Orang-orang dalam lapisan ini menikmati kehidupan duniawi yang serupa dengan
surga, Hingga boleh jadi mereka enggan membayangkan alam keabadian dan berpindah
kehidupan di surgawi bumi.
Namun, di sisi lain,
ada realitas kehidupan yang sangat berbeda. Desa-desa dengan rumah gubuk reyot,
pakaian lusuh yang tak lagi layak, dan makanan seadanya dengan harga tak lebih
dari lima ribu rupiah per porsi.
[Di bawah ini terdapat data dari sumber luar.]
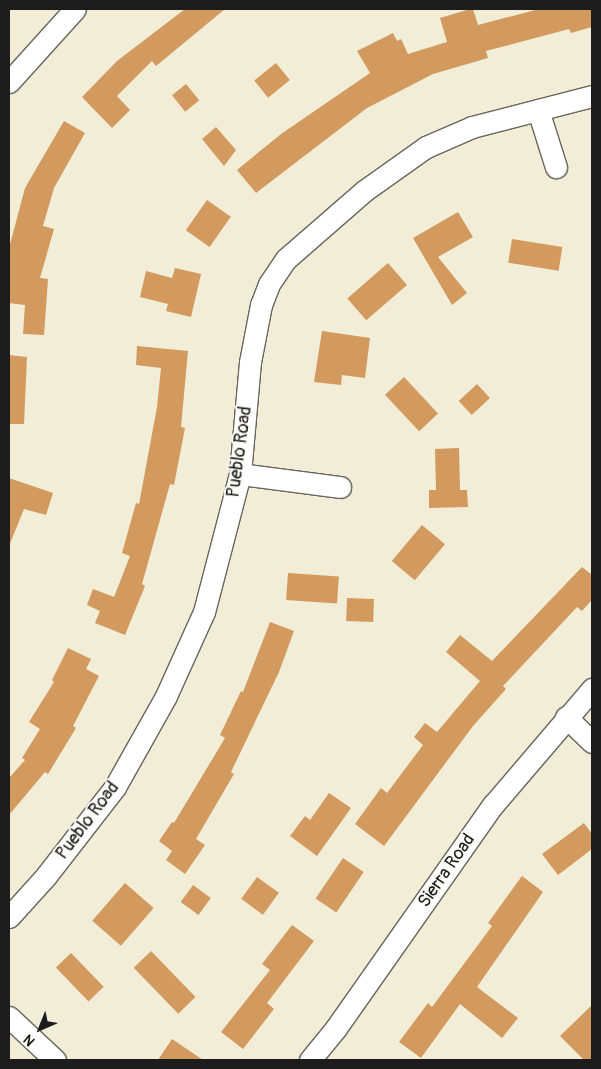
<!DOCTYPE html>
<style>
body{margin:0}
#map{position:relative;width:601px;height:1069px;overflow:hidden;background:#f1edd7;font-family:Pangolin,sans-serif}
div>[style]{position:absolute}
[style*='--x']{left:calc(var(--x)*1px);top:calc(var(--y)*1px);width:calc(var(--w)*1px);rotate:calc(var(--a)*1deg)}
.building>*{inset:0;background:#d29a5e;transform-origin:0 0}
.roads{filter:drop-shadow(1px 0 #67655d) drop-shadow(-1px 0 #67655d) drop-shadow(0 1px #67655d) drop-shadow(0 -1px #67655d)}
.minor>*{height:21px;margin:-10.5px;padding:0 10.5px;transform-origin:10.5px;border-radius:10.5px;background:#fff}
span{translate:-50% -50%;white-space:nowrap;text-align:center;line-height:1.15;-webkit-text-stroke:4px #fdfcf7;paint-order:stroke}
.street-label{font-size:18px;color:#1c1c1c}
.frame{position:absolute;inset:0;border:10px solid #1c1c1c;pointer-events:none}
.north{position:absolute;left:15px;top:1004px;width:50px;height:50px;-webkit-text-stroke:4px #fdfcf7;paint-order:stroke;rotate:224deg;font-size:14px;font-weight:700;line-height:20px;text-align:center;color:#1c1c1c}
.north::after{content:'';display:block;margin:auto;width:18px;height:22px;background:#1c1c1c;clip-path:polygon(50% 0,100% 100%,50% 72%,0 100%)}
</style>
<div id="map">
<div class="building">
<i style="clip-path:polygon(185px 9px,225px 9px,156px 66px,152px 61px,117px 96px,130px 110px,112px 128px,82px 97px,117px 61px)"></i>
<i style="clip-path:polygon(470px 9px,473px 9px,478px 25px,539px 9px,592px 9px,592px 27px,571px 33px,569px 29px,486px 51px,488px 58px,433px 74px,367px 108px,256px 193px,237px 170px,281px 134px,370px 73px,357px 51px,393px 33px,397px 41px,401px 39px,408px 54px,447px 42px,440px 18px)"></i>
<i style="left:276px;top:63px;width:22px;height:28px;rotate:51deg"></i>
<i style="left:186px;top:84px;width:21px;height:18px;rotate:51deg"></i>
<i style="clip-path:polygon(64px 121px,85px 133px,54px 188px,43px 226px,54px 229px,40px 278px,48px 279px,44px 335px,23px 334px,25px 305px,9px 303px,9px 248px,25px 188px)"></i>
<i style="clip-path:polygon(216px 127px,236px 150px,224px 166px,202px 139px)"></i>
<i style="left:207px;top:200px;width:29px;height:37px;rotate:35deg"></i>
<i style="clip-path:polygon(458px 212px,473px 237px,438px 257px,467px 293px,452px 305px,413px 238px)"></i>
<i style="left:512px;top:239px;width:51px;height:24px;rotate:9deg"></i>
<i style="left:388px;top:263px;width:29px;height:54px;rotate:49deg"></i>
<i style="clip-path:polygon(175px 268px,201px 274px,191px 317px,166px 311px,168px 304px,140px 297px,146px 271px,172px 278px)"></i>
<i style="clip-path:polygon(322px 331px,370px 338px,365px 378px,342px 375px,341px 385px,314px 382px)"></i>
<i style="clip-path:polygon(137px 346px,188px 351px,181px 427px,185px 428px,174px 485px,170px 484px,142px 584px,145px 586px,125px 635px,95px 623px,100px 611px,87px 605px,93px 589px,114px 597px,130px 556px,122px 553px,136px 503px,139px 504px,157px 407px,161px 368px,136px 365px)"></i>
<i style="clip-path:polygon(9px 355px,27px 357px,24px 424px,9px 424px)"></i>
<i style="left:404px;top:377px;width:50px;height:26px;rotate:47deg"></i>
<i style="left:477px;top:384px;width:19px;height:25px;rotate:47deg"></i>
<i style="clip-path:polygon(459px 448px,460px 490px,467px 490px,468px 507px,429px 508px,429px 490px,436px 490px,435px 449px)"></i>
<i style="clip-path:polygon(9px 478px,53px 493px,46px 515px,24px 509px,9px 546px)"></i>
<i style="left:422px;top:525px;width:30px;height:47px;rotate:40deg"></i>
<i style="clip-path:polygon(582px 567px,592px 575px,592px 600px,582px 611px,577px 607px,503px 686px,506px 689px,473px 726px,384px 846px,355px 824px,381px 788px,387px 793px,423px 745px,414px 737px,425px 723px,437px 732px,480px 681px,446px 652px,460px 635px,492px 661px)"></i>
<i style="left:288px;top:573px;width:51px;height:27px;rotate:4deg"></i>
<i style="left:347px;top:598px;width:27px;height:23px;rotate:2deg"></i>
<i style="clip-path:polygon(270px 622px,294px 631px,279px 672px,231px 772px,234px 774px,196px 839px,205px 845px,185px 874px,166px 860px,172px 851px,159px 841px,172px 822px,174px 823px,225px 738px,220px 735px,241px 691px,243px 692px)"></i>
<i style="clip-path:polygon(68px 648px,91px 659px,86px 669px,99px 676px,73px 726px,76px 728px,48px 774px,45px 772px,9px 815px,9px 778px,25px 760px,22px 758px,40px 729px,29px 722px,54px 682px,52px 680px)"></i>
<i style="clip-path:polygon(329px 793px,351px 808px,317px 856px,290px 836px,305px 816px,310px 820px)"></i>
<i style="clip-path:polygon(584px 823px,592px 834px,592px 849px,558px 875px,542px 854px)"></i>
<i style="left:343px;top:858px;width:25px;height:49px;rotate:34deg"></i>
<i style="clip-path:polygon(522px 876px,543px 892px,477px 987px,518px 1018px,502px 1038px,460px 1004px,421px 1058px,399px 1042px,428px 1003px,432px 1007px,492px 926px,488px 923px)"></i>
<i style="left:257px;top:877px;width:27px;height:27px;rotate:36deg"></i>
<i style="left:125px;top:883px;width:38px;height:50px;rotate:41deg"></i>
<i style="left:193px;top:885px;width:22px;height:21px;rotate:36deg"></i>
<i style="clip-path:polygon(292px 925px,314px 941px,267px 1003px,274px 1009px,243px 1049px,221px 1032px,270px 970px,262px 964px)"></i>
<i style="left:151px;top:951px;width:64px;height:24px;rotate:46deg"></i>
<i style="left:71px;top:953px;width:47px;height:21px;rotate:46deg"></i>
<i style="clip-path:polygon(592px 1005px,592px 1060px,584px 1060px,560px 1036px)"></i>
<i style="clip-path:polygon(172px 1039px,203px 1060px,158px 1060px)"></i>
</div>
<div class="roads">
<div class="minor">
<i style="--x:9;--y:82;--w:98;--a:-47.9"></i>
<i style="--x:538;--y:110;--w:60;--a:72.5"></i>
<i style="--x:240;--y:474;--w:101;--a:7.4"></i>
<i style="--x:566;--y:717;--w:36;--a:44"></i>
<i style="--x:9;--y:917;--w:55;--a:-47.9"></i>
<i style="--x:46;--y:876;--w:113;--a:-52.2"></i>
<i style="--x:115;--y:787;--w:104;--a:-60.7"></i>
<i style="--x:166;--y:696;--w:92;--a:-65.7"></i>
<i style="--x:204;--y:612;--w:143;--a:-75.4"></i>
<i style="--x:240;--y:474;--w:112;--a:-84.9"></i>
<i style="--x:250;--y:362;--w:58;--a:-79.1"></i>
<i style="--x:261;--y:305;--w:22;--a:-69"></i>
<i style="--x:269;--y:284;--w:30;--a:-56"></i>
<i style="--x:286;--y:259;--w:103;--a:-41.1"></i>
<i style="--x:364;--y:191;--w:76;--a:-35.4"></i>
<i style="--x:426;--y:147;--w:50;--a:-23.5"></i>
<i style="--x:472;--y:127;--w:124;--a:-14.5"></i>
<i style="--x:9;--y:1017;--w:63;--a:43.1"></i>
<i style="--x:310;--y:1060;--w:41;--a:-50.9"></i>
<i style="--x:336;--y:1028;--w:273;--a:-54.9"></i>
<i style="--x:493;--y:805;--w:153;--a:-49.5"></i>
</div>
</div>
<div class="street-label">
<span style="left:240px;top:452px;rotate:-82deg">Pueblo Road</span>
<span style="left:88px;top:821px;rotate:-53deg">Pueblo Road</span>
<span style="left:447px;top:871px;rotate:-55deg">Sierra Road</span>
</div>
<div class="frame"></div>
<div class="north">N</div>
</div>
Penghasilan harian yang tak seberapa membuat
mereka harus bekerja keras untuk sekadar bertahan hidup. Setara lima kilogram
beras premium.
Meski begitu, dalam
keterbatasan, mereka tetap menyambut orang lain dengan keramahan dan ketulusan.
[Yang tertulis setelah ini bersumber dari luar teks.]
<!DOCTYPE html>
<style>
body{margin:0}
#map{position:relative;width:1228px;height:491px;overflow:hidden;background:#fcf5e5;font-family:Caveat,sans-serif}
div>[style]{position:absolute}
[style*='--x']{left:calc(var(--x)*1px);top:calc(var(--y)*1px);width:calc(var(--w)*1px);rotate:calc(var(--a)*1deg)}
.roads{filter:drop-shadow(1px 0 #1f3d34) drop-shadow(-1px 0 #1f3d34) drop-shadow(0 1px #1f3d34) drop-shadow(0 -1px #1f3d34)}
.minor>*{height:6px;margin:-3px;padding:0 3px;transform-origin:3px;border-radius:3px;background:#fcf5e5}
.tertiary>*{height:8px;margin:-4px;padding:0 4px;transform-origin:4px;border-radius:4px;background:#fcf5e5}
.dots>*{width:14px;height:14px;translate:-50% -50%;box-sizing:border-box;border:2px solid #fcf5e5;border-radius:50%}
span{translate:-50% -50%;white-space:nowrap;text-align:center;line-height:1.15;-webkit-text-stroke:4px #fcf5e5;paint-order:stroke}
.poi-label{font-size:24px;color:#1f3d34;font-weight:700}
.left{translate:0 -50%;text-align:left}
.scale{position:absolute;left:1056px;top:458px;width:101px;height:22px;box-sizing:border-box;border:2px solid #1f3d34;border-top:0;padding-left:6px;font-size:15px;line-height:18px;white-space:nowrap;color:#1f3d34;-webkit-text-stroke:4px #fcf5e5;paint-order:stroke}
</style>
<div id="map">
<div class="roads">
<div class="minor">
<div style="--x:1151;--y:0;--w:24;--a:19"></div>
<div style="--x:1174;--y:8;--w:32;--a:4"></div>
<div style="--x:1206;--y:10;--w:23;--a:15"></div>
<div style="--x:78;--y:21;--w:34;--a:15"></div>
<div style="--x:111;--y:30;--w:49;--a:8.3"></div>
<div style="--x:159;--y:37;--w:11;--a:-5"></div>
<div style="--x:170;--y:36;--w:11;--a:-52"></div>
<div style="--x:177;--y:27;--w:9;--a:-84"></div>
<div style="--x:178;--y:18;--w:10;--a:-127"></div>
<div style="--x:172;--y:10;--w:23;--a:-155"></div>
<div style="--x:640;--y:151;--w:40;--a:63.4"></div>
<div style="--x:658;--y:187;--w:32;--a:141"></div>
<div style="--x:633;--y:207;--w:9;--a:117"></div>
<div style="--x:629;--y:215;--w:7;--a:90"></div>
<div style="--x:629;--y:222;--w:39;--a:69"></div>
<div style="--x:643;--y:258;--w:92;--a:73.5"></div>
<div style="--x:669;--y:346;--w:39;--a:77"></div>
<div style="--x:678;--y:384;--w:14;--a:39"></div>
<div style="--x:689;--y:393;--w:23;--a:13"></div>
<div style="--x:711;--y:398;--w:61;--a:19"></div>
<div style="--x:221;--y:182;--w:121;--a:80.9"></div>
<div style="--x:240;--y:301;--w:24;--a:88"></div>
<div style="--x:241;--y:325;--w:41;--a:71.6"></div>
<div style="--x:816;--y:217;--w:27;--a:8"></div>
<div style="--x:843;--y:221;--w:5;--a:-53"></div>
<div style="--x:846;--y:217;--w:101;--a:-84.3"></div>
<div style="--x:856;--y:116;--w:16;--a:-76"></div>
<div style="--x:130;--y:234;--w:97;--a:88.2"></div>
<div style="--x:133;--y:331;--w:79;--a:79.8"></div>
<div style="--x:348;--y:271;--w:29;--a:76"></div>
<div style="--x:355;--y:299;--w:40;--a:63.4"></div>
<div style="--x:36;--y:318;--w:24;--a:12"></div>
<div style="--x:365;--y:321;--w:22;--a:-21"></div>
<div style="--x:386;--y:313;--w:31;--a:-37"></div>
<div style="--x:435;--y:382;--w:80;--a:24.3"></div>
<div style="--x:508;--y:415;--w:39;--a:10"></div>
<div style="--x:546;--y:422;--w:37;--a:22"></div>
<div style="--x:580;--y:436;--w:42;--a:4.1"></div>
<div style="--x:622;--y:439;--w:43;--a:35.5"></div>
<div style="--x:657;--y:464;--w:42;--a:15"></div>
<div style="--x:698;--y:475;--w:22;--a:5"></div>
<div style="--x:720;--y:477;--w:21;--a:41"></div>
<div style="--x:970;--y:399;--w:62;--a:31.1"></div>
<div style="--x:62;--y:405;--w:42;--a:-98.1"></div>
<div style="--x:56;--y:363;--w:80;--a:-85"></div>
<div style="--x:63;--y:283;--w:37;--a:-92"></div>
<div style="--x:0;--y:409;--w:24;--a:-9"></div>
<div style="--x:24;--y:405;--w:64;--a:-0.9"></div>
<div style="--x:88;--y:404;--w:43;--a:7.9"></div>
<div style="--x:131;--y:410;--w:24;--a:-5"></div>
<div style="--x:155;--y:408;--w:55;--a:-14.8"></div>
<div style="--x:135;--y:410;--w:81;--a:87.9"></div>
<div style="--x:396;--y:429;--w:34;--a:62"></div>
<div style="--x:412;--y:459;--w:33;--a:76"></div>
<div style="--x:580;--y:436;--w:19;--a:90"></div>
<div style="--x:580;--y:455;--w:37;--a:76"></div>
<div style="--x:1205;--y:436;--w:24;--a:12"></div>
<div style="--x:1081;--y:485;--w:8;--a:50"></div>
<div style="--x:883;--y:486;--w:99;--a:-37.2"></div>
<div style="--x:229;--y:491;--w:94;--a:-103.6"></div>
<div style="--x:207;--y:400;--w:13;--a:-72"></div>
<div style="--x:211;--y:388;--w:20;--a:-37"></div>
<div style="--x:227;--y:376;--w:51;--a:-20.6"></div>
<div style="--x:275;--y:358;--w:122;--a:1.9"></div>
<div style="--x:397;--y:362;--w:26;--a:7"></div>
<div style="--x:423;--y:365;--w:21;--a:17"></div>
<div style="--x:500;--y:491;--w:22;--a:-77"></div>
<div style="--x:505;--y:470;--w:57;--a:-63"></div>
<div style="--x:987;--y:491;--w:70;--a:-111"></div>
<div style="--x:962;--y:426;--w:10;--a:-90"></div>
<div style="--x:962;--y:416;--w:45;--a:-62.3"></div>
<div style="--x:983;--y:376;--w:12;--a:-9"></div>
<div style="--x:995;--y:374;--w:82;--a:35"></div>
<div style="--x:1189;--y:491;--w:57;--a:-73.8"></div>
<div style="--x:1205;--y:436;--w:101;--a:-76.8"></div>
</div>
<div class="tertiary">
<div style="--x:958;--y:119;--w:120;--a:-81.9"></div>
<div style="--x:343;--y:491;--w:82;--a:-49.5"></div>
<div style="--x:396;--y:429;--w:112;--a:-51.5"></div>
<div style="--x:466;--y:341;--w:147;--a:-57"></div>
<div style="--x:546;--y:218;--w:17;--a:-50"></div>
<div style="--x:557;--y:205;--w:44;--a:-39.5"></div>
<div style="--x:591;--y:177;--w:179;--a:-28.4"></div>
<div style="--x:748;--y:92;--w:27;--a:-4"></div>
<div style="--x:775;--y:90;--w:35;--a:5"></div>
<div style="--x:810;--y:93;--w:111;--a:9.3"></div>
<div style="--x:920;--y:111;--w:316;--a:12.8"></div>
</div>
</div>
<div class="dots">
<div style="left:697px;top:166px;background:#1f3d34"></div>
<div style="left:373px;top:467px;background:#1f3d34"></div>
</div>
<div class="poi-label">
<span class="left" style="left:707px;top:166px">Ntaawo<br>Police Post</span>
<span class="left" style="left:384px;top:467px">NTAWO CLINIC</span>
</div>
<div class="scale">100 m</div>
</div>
Harapan mereka lebih tertuju pada kehidupan setelah mati, dengan keyakinan
bahwa surga akan memberikan kedamaian yang tak bisa mereka dapatkan di dunia.
Perbedaan mencolok ini
menimbulkan pertanyaan mendalam: apakah kesenjangan ini perlu mendapat
perhatian lebih? Haruskah ada Upaya-upaya untuk memperkecil jurang pemisah
antara yang berlimpah dan yang kekurangan?
Dalam sistem ekonomi
yang ada sekarang ini, kekayaan cenderung terkonsentrasi pada segelintir orang,
sementara sebagian besar lainnya berada dalam keterbatasan. Kemiskinan bukan
hanya persoalan ekonomi, tetapi juga mencerminkan ketidakadilan struktural.
Sebagian orang
berpendapat bahwa setiap individu memiliki hak untuk menikmati hasil jerih
payahnya, termasuk dalam bentuk kekayaan dan kemewahan. Namun, apakah orang-orang
superkaya pernah memikirkan realitas kehidupan di luar lingkaran mereka.
Kepekaan sosial bukanlah kewajiban, tetapi lebih kepada panggilan moral. Mereka
yang memiliki privilese bisa berperan lebih besar dalam menciptakan
keseimbangan sosial melalui berbagai bentuk kepedulian, seperti filantropi,
investasi sosial, atau kebijakan yang berpihak pada pemerataan kesejahteraan.
YouTube dan media
sosial telah menjadi ruang yang menampilkan kedua sisi kehidupan ini. Tayangan
tentang kemewahan dan kemiskinan seharusnya tidak sekadar menjadi tontonan yang
menghibur atau mengejutkan, melainkan harus menjadi pemicu kesadaran. Kita tidak
bisa menutup mata terhadap kesenjangan yang ada. Maka, upaya pemerataan
kesejahteraan bukan sekadar utopia, tetapi bisa diwujudkan dengan kesadaran
kolektif dan langkah nyata dari yang memiliki kelebihan.
Pada akhirnya,
pertanyaan tentang perlu atau tidaknya kepedulian terhadap kesenjangan bukanlah
pertanyaan yang sulit dijawab. Manusia, sebagai makhluk sosial, memiliki
tanggung jawab moral untuk menciptakan keseimbangan dalam kehidupan. Bukan
tentang menyamaratakan kekayaan, tetapi tentang memastikan bahwa setiap orang
memiliki kesempatan yang adil untuk hidup layak dan bermartabat. Dengan begitu,
kita tidak hanya menjadi penonton dari paradoks kehidupan, tetapi juga menjadi
bagian dari solusi untuk menciptakan dunia yang lebih berkeadilan.